──────── Information

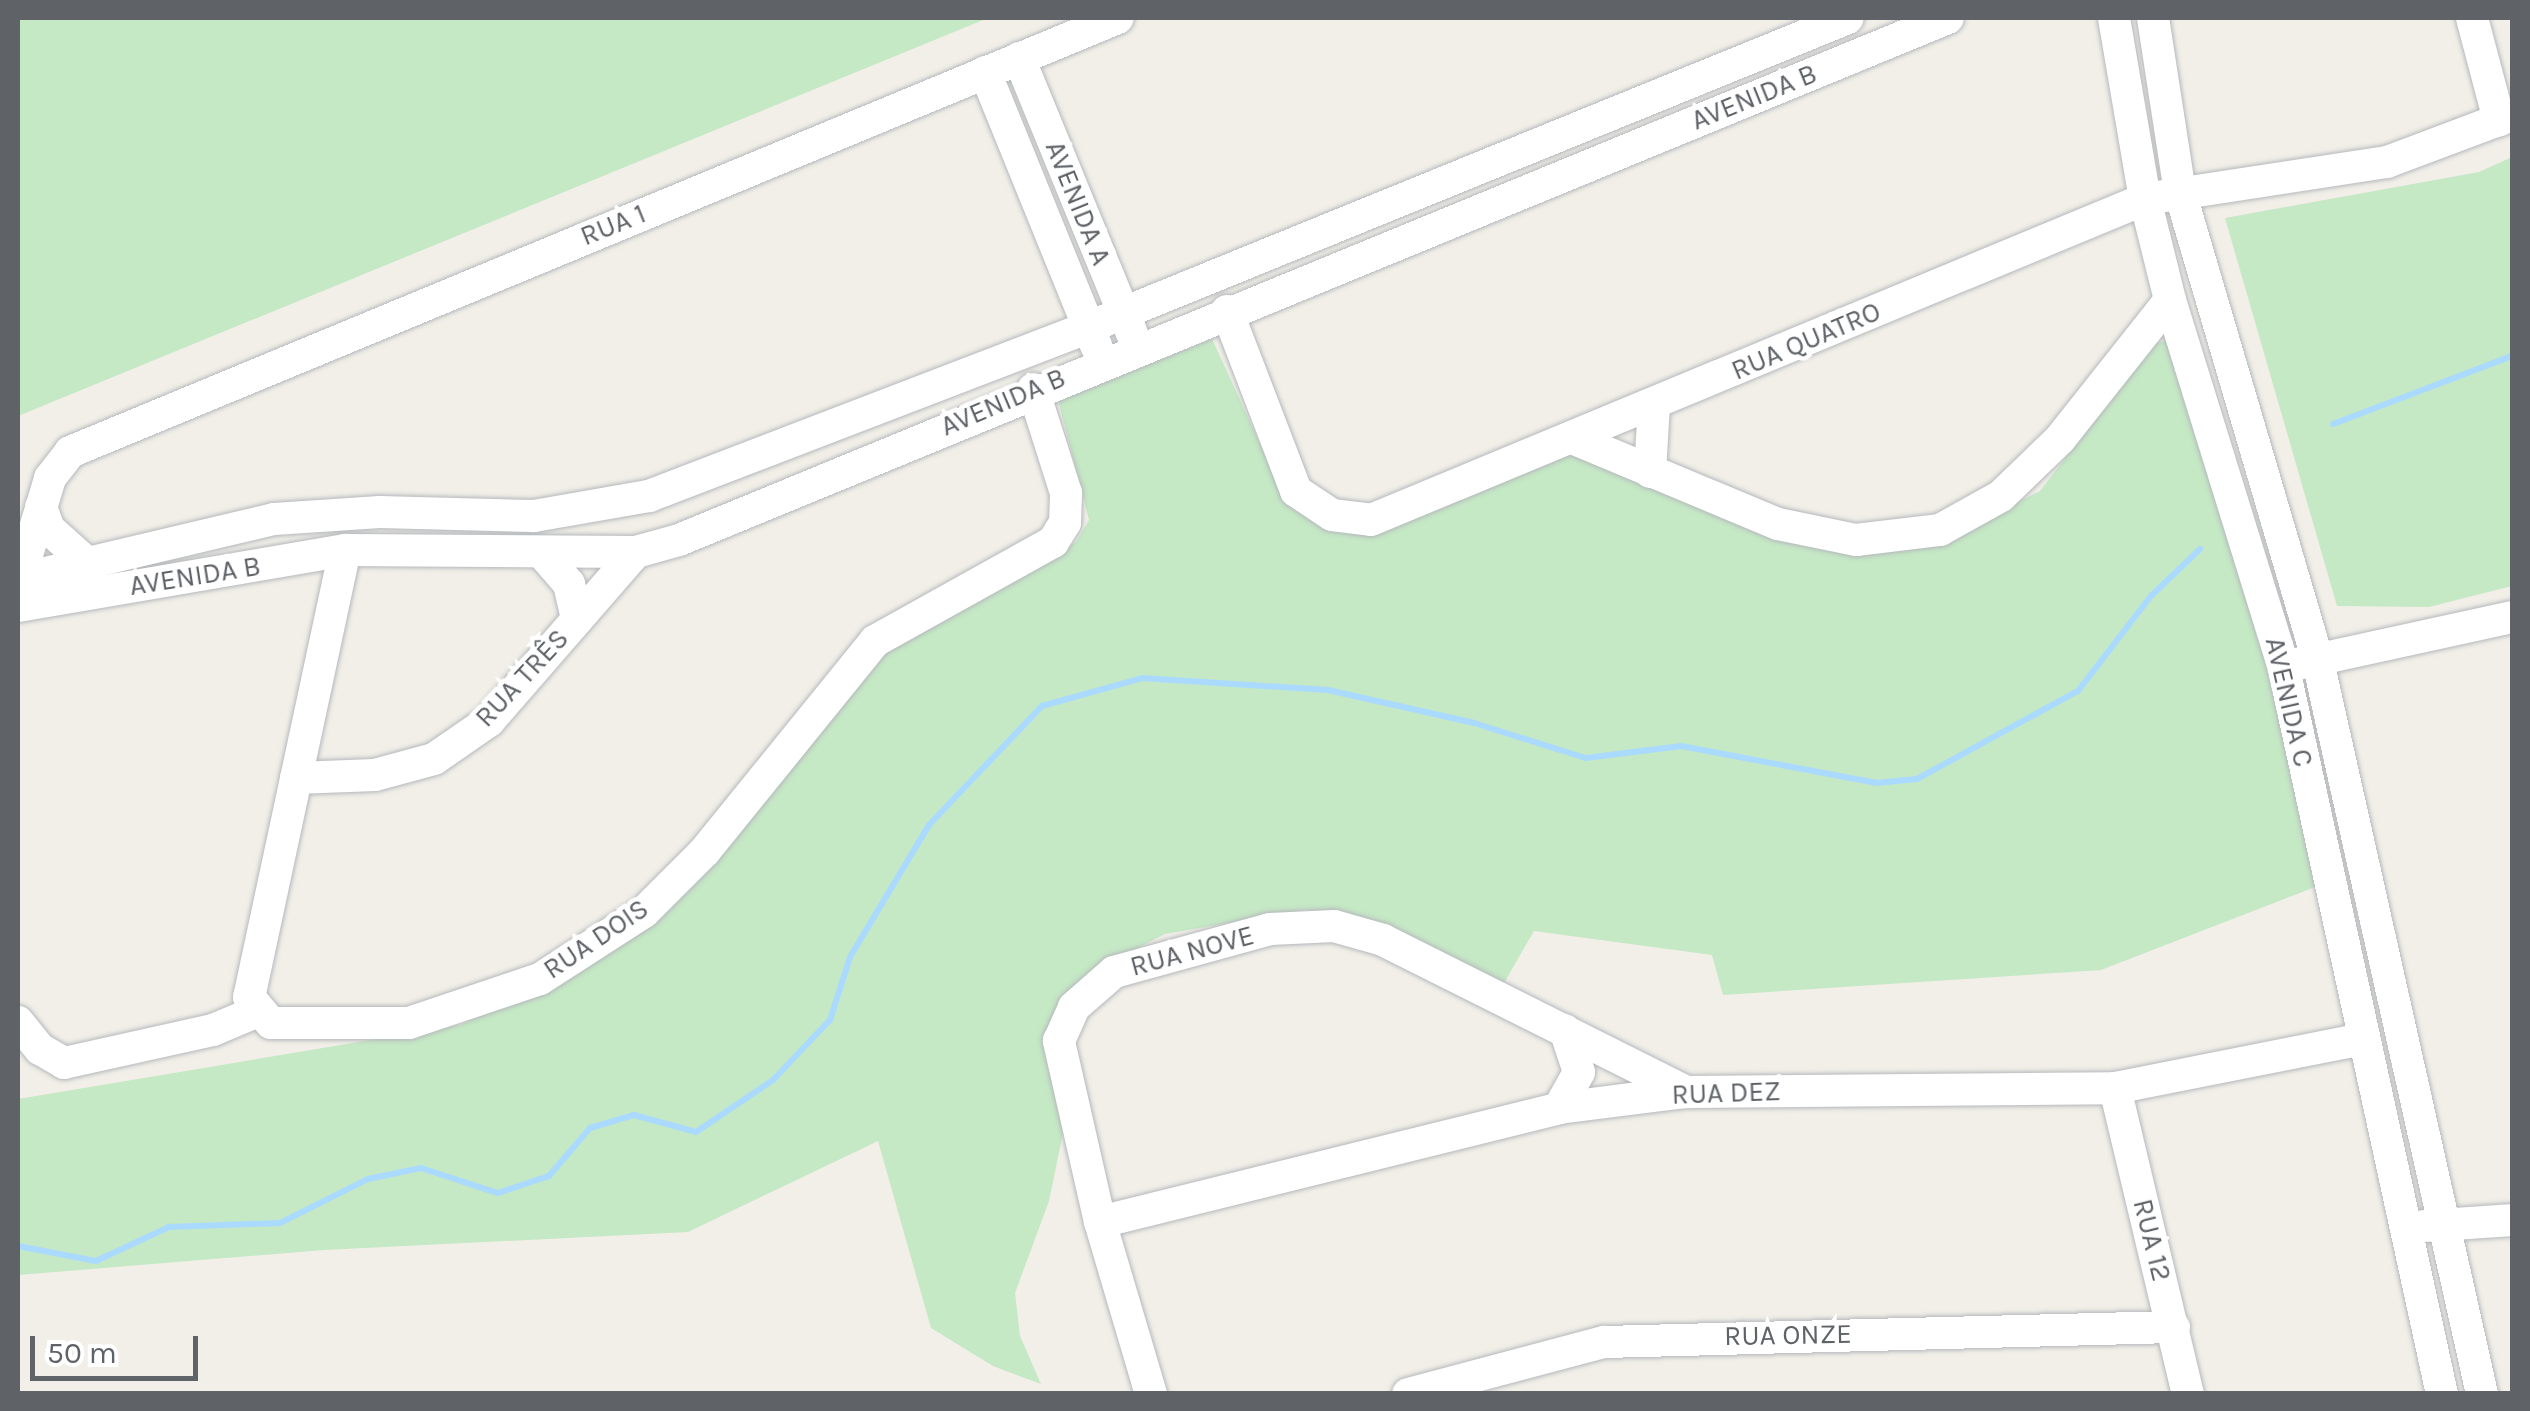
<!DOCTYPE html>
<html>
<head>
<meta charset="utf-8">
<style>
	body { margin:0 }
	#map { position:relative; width:2530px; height:1411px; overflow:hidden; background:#f1efe8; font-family:Karla,sans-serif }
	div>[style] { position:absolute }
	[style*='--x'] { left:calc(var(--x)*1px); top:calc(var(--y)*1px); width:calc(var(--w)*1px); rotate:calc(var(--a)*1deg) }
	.green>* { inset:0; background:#c5e8c5 }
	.stream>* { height:6px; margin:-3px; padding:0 3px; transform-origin:3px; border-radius:3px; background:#aadaff }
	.roads { filter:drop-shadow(0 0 2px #b5b8bc) drop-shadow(0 0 2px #b5b8bc) }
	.minor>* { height:32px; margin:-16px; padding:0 16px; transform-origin:16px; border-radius:16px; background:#fff }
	span { translate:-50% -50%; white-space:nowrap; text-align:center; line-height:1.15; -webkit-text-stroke:9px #fff; paint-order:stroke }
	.street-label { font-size:28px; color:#5f6368 }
	.frame { position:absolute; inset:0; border:20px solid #5f6368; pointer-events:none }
	.scale { position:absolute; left:30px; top:1336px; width:168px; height:45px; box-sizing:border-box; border:5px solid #5f6368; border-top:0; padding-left:12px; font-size:30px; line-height:35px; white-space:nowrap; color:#5f6368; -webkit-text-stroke:8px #fff; paint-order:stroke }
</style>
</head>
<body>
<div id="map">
	<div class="green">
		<div style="clip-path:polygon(18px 18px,988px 18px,18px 416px)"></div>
		<div style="clip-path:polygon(2512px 157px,2512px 586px,2429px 607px,2337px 606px,2225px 218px,2479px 172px)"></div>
		<div style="clip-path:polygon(1212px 339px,1285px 498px,1325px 528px,1568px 452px,1928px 547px,2040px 491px,2154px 343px,2170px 340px,2271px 670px,2315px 887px,2101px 970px,1723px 995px,1712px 955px,1534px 931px,1504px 983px,1355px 916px,1304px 910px,1165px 934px,1094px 971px,1048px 1064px,1063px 1133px,1049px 1201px,1015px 1293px,1020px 1336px,1041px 1384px,993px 1366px,931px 1328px,878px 1141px,688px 1232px,324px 1250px,18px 1275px,18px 1099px,460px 1025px,570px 974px,880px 654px,1076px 542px,1089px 520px,1058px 400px)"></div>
	</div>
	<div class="stream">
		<div style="--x:2333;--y:424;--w:191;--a:-20.8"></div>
		<div style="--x:18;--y:1246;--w:79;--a:10.9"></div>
		<div style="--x:96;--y:1261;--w:81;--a:-25"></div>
		<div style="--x:169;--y:1227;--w:111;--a:-2.1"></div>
		<div style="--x:280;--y:1223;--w:98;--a:-26.6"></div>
		<div style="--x:368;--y:1179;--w:54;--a:-11.7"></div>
		<div style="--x:421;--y:1168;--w:81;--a:18"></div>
		<div style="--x:498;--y:1193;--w:54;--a:-18.4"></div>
		<div style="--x:549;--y:1176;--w:63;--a:-49.5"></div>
		<div style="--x:590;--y:1128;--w:46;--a:-16.5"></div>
		<div style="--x:634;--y:1115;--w:64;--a:15.3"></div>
		<div style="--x:696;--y:1132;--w:93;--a:-34"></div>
		<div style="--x:773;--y:1080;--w:83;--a:-46.5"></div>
		<div style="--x:830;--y:1020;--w:66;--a:-72.4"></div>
		<div style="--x:850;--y:957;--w:154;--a:-59.1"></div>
		<div style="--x:929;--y:825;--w:164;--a:-46.5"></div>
		<div style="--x:1042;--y:706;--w:104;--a:-15.6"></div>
		<div style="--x:1142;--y:678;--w:186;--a:3.7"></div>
		<div style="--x:1328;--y:690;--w:150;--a:12.7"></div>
		<div style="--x:1474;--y:723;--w:117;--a:17.4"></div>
		<div style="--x:1586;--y:758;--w:96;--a:-7.2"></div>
		<div style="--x:1681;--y:746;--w:198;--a:10.7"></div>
		<div style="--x:1876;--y:783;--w:41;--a:-5.6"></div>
		<div style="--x:1917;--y:779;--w:183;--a:-28.7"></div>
		<div style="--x:2078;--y:691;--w:120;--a:-52.5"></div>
		<div style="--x:2151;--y:596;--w:68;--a:-43.8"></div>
	</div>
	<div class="roads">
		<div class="minor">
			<div style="--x:2114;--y:18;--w:184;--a:80.3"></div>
			<div style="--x:2145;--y:199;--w:104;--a:76.1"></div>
			<div style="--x:2170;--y:300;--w:386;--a:72.8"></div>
			<div style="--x:2284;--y:669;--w:742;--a:77.71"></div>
			<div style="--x:2153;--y:18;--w:176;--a:81.2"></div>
			<div style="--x:2180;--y:192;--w:485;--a:73.6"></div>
			<div style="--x:2317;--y:657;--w:755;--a:77.38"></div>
			<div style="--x:2472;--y:18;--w:106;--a:75.2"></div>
			<div style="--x:1019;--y:58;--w:298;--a:67.7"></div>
			<div style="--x:985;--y:72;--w:296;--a:67.9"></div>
			<div style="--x:1227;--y:311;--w:193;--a:69"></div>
			<div style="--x:1296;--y:491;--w:43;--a:33.7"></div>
			<div style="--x:1332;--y:515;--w:39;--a:7"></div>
			<div style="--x:1371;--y:520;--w:838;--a:-22.53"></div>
			<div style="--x:2145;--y:199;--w:245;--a:-8.7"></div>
			<div style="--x:2387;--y:162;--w:134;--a:-20.6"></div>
			<div style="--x:1572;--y:438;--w:223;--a:22.7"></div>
			<div style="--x:1778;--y:524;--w:80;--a:11.6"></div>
			<div style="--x:1856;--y:540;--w:85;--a:-6.8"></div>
			<div style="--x:1940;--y:530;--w:70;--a:-29.1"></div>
			<div style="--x:2001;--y:496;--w:82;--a:-44"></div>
			<div style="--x:2060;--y:439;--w:177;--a:-51.6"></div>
			<div style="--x:1650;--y:472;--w:68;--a:-86.6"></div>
			<div style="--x:41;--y:507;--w:23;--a:70"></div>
			<div style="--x:49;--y:529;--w:51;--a:41.8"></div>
			<div style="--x:345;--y:550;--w:457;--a:102.1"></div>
			<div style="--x:249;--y:997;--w:34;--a:50"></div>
			<div style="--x:271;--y:1023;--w:138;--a:0"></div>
			<div style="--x:409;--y:1023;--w:138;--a:-18.6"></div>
			<div style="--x:540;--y:979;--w:124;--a:-32.8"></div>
			<div style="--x:644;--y:912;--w:86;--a:-45"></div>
			<div style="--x:705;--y:851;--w:270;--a:-51"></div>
			<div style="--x:875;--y:641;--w:204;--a:-29.1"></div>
			<div style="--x:1053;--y:542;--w:22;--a:-58"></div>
			<div style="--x:1065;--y:523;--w:30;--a:-88"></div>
			<div style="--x:1066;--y:493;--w:109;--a:-107.6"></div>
			<div style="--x:543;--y:554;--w:40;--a:49"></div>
			<div style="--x:569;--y:584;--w:36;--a:77"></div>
			<div style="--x:20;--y:579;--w:261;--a:-13.3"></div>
			<div style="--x:274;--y:519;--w:106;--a:-3.8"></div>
			<div style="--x:380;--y:512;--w:154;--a:1.5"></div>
			<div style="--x:534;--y:516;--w:117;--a:-9.9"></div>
			<div style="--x:649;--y:496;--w:471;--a:-21"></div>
			<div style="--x:1089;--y:327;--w:819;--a:-22.15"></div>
			<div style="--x:18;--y:585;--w:112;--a:-73.3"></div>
			<div style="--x:50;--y:478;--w:33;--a:-52"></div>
			<div style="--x:70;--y:452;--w:1134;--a:-22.5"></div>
			<div style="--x:18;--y:606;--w:332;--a:-9.7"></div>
			<div style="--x:345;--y:550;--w:291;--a:0.4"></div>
			<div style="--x:636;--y:552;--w:45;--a:-15.6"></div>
			<div style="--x:679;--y:540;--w:1372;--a:-22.36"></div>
			<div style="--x:2297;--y:664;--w:220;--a:-12.3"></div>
			<div style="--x:296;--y:778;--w:79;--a:-2.2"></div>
			<div style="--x:375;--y:775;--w:61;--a:-15.2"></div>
			<div style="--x:434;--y:759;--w:67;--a:-34.6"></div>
			<div style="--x:489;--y:721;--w:224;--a:-49"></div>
			<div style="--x:18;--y:1022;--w:35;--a:51"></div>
			<div style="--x:40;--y:1049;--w:28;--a:30"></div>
			<div style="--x:64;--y:1063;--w:153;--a:-12.5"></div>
			<div style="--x:213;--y:1030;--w:47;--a:-22.7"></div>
			<div style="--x:2115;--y:1088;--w:315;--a:76.6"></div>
			<div style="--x:1559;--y:1108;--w:41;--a:-60.9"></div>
			<div style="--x:1579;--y:1072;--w:44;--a:-108.4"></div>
			<div style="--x:1100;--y:1222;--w:473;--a:-13.9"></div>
			<div style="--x:1559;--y:1108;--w:128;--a:-7.2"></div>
			<div style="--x:1686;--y:1092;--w:429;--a:-0.5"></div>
			<div style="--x:2115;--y:1088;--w:252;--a:-11.2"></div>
			<div style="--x:2424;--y:1226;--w:88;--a:-3.9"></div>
			<div style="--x:1151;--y:1394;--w:179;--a:-106.5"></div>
			<div style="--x:1100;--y:1222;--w:186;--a:-102.8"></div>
			<div style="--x:1059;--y:1041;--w:37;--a:-66"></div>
			<div style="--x:1074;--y:1007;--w:53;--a:-41.2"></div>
			<div style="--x:1114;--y:972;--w:162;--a:-15.4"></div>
			<div style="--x:1270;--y:929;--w:64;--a:-2.7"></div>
			<div style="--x:1334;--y:926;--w:51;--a:15.9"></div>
			<div style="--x:1383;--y:940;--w:339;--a:26.6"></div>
			<div style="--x:1408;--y:1394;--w:203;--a:-14.9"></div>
			<div style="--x:1604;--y:1342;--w:570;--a:-1.51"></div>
		</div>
	</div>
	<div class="street-label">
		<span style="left:1754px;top:97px;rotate:-22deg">AVENIDA B</span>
		<span style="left:1078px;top:203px;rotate:68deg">AVENIDA A</span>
		<span style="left:613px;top:225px;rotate:-22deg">RUA 1</span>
		<span style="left:1806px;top:341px;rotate:-23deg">RUA QUATRO</span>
		<span style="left:1003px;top:402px;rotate:-23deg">AVENIDA B</span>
		<span style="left:195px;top:576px;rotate:-9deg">AVENIDA B</span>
		<span style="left:522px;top:678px;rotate:-47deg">RUA TRÊS</span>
		<span style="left:2289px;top:702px;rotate:77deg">AVENIDA C</span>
		<span style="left:596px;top:939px;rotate:-34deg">RUA DOIS</span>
		<span style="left:1192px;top:951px;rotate:-15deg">RUA NOVE</span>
		<span style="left:1726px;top:1093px;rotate:-2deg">RUA DEZ</span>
		<span style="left:2152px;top:1240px;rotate:76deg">RUA 12</span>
		<span style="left:1788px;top:1335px;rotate:-1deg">RUA ONZE</span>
	</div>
	<div class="frame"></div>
	<div class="scale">50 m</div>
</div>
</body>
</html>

────────────────

Exactly as they stand, set down the lines from the start of the material through the line with "translate:-50% -50%; white-space:nowrap;", both ends included, omitting the pictures.

-- Response --
<!DOCTYPE html>
<html>
<head>
<meta charset="utf-8">
<style>
	body { margin:0 }
	#map { position:relative; width:2530px; height:1411px; overflow:hidden; background:#f1efe8; font-family:Karla,sans-serif }
	div>[style] { position:absolute }
	[style*='--x'] { left:calc(var(--x)*1px); top:calc(var(--y)*1px); width:calc(var(--w)*1px); rotate:calc(var(--a)*1deg) }
	.green>* { inset:0; background:#c5e8c5 }
	.stream>* { height:6px; margin:-3px; padding:0 3px; transform-origin:3px; border-radius:3px; background:#aadaff }
	.roads { filter:drop-shadow(0 0 2px #b5b8bc) drop-shadow(0 0 2px #b5b8bc) }
	.minor>* { height:32px; margin:-16px; padding:0 16px; transform-origin:16px; border-radius:16px; background:#fff }
	span { translate:-50% -50%; white-space:nowrap; text-align:center; line-height:1.15; -webkit-text-stroke:9px #fff; paint-order:stroke }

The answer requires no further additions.